TASK GOAL =
Count the lines in the records below that contain the word "strokeText", and give that figure alone.

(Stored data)
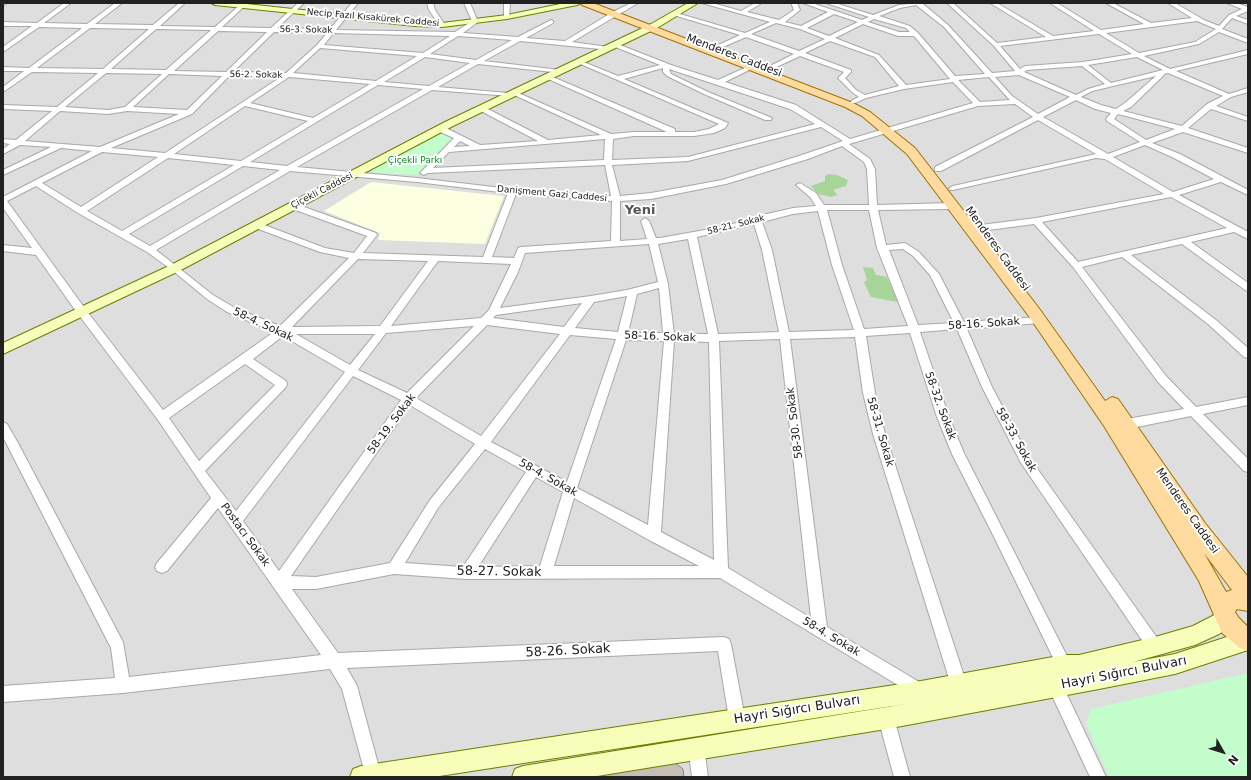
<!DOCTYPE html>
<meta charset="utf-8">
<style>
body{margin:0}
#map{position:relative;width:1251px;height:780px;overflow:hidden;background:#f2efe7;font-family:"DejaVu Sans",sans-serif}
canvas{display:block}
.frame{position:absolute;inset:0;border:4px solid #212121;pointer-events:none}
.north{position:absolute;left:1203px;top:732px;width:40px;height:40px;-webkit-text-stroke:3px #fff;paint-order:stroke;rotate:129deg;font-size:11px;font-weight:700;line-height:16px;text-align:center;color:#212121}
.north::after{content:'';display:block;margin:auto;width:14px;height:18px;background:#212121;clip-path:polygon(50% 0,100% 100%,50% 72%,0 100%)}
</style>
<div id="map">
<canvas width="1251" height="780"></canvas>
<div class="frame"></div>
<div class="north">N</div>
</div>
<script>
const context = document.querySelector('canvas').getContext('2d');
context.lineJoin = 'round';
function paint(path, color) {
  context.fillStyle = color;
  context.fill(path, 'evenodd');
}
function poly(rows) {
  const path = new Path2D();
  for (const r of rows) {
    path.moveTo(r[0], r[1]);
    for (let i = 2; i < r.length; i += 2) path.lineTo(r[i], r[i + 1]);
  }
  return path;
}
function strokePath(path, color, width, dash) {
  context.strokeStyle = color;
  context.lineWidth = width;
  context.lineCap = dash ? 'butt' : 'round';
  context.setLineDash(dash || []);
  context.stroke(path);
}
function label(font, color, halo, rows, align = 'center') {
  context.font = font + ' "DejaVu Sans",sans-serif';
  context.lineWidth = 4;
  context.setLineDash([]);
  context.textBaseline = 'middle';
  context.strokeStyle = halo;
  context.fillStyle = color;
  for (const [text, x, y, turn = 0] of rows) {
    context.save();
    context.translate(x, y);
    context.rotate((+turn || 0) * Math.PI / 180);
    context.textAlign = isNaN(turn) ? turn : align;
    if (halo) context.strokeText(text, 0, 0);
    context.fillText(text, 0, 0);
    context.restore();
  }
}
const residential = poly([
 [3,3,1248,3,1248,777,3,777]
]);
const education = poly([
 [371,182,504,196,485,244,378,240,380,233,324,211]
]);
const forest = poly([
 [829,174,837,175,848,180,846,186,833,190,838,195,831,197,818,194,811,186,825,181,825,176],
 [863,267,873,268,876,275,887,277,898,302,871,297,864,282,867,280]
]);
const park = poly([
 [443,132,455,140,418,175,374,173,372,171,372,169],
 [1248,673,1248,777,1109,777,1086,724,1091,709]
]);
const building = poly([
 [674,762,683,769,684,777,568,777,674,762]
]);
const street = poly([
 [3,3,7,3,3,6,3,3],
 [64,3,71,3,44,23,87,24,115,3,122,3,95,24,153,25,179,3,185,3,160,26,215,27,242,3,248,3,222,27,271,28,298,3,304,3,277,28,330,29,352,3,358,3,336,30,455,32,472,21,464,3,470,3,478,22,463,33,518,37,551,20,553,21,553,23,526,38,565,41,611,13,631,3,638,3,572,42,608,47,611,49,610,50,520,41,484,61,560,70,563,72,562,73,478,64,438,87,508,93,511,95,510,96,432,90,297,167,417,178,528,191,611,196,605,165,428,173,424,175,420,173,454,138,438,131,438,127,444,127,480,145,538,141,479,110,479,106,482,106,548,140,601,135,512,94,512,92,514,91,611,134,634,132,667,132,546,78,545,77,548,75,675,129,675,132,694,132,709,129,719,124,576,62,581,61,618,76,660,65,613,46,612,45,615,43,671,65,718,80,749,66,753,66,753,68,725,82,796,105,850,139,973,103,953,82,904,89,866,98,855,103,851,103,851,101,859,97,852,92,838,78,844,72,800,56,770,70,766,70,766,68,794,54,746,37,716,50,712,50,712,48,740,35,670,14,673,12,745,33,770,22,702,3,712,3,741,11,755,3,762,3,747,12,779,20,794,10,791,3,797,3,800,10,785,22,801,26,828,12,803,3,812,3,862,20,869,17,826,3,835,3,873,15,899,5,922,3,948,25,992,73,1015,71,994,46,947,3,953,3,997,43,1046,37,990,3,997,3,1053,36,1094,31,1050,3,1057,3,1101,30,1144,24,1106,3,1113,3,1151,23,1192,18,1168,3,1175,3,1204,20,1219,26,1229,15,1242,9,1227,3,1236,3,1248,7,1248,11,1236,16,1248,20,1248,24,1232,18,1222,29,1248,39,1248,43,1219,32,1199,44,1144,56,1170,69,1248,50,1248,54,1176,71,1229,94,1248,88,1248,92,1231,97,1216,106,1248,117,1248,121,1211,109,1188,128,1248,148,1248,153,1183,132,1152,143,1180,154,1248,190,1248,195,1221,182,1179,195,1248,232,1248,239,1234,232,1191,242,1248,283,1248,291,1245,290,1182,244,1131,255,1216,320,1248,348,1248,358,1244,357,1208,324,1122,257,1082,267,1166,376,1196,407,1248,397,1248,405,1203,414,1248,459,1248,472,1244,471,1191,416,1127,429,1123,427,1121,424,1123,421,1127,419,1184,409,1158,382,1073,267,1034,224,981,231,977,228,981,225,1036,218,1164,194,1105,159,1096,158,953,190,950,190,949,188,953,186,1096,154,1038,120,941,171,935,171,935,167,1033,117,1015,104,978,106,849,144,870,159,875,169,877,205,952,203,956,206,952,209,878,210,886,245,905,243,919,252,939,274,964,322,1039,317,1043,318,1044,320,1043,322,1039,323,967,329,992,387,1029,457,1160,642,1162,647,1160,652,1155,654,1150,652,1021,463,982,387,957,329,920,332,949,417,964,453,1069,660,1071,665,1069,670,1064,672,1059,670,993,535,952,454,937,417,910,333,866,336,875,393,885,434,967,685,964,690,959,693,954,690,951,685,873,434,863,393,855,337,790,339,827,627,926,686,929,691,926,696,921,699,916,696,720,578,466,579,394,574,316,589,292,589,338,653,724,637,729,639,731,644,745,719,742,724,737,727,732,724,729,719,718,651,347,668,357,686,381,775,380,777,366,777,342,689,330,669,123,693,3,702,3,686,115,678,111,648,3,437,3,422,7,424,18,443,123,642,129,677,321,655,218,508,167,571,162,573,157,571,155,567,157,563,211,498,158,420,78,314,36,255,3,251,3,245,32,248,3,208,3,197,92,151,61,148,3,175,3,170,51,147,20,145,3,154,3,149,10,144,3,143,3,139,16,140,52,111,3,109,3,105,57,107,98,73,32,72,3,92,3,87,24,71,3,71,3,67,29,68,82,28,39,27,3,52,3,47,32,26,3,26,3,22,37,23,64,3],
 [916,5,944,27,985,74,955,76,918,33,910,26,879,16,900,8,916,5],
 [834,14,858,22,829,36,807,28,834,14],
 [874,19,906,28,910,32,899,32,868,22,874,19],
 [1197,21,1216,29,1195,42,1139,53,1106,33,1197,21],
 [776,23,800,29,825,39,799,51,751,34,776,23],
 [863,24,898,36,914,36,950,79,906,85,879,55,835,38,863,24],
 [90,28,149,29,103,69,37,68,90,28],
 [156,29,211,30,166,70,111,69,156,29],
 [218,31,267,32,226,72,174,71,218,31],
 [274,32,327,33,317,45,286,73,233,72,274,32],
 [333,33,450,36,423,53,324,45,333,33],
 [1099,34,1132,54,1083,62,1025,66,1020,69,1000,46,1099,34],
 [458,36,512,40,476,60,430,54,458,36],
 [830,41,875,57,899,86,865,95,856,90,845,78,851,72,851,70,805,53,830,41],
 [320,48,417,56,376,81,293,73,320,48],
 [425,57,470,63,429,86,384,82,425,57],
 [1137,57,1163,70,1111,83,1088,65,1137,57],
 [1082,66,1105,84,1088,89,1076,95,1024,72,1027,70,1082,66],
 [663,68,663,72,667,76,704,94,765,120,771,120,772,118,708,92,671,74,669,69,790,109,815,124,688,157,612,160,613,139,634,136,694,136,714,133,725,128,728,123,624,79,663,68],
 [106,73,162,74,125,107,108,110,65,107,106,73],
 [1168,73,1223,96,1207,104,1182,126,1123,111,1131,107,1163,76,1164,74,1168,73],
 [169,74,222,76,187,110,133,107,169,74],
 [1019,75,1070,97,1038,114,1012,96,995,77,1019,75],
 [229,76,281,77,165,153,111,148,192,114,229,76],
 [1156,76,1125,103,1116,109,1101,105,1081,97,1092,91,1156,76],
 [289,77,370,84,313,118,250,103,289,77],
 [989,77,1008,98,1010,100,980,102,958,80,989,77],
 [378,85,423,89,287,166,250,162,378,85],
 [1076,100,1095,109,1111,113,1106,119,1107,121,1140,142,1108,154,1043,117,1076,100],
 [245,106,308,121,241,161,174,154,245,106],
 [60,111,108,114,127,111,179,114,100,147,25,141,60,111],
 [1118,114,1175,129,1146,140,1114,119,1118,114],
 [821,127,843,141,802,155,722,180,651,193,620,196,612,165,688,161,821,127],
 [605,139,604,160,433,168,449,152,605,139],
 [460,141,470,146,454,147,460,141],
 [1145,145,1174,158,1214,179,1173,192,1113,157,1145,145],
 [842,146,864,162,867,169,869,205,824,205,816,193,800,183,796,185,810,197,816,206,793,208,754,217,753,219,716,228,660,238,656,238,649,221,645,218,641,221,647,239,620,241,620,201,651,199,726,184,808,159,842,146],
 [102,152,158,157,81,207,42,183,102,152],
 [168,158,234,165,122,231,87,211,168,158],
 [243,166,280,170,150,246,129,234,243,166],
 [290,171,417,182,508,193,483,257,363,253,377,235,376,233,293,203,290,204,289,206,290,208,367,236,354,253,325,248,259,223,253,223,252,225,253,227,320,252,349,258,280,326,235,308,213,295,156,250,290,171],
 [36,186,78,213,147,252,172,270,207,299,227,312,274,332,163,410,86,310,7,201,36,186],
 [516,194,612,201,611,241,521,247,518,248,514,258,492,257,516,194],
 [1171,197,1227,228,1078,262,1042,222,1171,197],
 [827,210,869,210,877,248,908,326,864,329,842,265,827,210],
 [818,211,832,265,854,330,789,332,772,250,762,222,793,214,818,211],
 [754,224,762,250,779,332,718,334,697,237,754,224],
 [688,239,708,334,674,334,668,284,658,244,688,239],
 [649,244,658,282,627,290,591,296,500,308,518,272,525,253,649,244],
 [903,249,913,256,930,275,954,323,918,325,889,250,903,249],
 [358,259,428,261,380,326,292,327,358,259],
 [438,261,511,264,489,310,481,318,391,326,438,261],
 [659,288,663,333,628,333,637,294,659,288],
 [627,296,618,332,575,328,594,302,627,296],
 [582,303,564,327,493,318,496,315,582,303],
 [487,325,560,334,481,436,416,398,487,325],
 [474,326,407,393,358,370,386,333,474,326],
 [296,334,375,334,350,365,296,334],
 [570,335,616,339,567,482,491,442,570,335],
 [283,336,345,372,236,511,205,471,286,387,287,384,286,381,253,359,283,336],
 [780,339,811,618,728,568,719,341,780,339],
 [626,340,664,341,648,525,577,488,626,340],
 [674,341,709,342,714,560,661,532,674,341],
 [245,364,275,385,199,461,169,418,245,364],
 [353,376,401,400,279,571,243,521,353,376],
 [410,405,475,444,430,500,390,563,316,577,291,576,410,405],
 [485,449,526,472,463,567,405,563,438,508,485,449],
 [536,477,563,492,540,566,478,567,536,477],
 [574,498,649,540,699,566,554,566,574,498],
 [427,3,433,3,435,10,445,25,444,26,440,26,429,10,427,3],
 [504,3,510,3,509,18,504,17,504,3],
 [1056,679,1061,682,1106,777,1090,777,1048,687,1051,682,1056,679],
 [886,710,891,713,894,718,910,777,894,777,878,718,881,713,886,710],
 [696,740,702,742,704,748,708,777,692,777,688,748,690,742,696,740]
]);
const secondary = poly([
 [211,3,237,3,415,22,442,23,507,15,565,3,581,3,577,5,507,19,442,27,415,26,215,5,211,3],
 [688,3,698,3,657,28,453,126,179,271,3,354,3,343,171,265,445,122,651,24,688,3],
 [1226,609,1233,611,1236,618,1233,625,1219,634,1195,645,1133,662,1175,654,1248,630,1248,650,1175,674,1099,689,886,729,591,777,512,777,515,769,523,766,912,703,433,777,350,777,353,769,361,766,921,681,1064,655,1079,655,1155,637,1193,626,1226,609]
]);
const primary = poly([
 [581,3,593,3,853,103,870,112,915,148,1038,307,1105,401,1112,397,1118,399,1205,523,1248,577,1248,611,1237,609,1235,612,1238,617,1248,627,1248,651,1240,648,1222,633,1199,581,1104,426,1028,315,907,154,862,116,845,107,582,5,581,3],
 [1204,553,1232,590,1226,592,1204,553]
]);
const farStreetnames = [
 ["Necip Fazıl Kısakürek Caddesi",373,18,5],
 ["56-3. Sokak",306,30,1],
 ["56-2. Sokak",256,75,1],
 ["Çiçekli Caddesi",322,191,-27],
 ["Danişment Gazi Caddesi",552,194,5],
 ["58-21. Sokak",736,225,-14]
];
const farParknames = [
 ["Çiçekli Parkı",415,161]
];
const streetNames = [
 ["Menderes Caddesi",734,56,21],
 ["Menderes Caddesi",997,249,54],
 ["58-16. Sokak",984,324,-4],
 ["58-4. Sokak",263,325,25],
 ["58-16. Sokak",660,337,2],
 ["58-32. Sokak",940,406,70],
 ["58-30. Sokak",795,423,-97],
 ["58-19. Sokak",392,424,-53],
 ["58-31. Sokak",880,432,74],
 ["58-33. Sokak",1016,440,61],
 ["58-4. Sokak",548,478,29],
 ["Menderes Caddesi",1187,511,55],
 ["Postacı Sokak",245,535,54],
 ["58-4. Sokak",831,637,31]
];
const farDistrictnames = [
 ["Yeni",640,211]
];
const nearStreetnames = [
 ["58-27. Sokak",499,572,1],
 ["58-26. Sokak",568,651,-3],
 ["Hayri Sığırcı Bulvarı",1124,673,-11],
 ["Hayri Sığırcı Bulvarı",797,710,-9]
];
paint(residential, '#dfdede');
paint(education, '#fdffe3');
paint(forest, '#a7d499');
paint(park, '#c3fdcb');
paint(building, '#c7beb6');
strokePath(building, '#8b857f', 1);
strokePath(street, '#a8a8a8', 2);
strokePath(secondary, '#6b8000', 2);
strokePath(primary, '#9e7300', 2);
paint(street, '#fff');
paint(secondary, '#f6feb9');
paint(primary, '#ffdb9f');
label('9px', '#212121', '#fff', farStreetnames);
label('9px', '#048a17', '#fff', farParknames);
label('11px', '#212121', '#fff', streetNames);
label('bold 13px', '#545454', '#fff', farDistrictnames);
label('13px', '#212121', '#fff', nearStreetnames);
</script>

---

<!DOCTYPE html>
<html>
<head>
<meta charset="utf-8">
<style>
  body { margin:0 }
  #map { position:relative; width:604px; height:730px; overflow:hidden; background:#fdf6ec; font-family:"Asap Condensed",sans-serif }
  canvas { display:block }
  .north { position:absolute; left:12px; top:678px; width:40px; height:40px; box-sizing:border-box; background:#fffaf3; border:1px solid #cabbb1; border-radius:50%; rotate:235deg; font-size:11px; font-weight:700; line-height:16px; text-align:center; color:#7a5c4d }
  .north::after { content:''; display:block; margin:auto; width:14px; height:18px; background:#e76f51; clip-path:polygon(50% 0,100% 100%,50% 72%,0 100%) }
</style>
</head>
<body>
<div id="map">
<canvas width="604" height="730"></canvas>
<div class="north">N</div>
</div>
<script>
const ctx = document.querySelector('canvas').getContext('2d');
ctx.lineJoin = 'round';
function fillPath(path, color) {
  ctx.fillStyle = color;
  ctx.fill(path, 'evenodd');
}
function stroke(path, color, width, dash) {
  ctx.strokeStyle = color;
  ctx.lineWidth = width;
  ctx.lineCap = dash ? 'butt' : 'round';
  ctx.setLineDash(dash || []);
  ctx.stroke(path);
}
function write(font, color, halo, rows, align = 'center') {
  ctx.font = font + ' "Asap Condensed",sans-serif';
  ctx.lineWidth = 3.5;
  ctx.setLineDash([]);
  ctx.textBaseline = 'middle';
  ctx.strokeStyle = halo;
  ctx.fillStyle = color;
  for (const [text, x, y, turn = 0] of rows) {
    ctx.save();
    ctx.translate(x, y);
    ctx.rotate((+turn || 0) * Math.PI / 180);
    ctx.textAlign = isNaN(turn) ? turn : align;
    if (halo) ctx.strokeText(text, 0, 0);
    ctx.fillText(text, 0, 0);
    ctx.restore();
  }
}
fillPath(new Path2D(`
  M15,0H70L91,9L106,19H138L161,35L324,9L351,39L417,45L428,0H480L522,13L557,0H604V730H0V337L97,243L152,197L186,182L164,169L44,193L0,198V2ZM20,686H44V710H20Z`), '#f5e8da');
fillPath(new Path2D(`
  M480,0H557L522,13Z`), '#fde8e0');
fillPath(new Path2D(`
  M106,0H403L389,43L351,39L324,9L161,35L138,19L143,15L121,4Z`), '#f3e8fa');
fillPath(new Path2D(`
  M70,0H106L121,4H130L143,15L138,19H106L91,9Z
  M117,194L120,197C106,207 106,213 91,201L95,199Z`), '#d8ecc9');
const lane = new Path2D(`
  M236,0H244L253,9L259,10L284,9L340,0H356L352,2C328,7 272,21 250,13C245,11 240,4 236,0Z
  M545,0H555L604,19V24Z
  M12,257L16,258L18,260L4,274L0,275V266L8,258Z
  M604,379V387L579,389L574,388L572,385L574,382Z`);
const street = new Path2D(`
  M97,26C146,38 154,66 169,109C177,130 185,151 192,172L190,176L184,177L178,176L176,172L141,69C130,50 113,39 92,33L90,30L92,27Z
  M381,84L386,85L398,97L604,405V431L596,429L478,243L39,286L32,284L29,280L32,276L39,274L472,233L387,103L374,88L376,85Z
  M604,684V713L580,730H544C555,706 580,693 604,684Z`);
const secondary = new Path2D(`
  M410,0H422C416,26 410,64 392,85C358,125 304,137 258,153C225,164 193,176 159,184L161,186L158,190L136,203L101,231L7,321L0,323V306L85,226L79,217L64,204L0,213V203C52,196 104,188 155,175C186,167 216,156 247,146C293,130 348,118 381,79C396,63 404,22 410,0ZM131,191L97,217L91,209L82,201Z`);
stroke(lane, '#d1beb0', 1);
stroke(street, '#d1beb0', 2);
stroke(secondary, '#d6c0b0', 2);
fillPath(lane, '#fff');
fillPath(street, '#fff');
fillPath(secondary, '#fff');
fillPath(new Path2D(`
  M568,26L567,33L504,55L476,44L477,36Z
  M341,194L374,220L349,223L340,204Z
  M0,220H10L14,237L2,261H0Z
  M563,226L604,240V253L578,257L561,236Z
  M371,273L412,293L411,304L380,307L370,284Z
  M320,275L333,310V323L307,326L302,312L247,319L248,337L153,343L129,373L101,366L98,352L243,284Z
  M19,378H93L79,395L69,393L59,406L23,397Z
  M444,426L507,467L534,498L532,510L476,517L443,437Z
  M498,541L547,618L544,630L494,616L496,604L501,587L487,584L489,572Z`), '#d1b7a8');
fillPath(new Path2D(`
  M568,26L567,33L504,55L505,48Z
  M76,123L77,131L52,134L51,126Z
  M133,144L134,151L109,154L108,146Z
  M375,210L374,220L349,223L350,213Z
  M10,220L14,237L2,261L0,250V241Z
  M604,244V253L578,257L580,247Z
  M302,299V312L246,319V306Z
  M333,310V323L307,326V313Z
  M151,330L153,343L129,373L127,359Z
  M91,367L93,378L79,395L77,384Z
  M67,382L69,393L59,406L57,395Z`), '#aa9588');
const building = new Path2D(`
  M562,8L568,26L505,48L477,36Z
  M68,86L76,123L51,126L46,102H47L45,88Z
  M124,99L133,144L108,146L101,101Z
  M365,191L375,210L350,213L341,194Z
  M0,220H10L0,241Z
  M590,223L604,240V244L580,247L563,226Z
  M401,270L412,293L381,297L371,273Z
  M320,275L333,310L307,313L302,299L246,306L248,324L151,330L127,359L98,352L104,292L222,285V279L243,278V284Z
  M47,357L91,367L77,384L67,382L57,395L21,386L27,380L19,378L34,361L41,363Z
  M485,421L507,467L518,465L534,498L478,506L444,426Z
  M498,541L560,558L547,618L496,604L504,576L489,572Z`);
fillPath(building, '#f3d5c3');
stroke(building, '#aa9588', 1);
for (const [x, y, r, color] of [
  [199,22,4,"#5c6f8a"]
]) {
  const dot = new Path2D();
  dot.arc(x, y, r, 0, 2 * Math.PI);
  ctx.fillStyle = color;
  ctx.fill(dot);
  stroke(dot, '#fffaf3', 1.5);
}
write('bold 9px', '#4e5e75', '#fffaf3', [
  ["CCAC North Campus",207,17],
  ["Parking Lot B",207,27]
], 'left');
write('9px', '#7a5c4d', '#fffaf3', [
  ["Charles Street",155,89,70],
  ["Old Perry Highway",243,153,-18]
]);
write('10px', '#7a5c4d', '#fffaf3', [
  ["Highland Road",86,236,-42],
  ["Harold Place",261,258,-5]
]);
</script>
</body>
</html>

SOLUTION TO THE EXERCISE =
2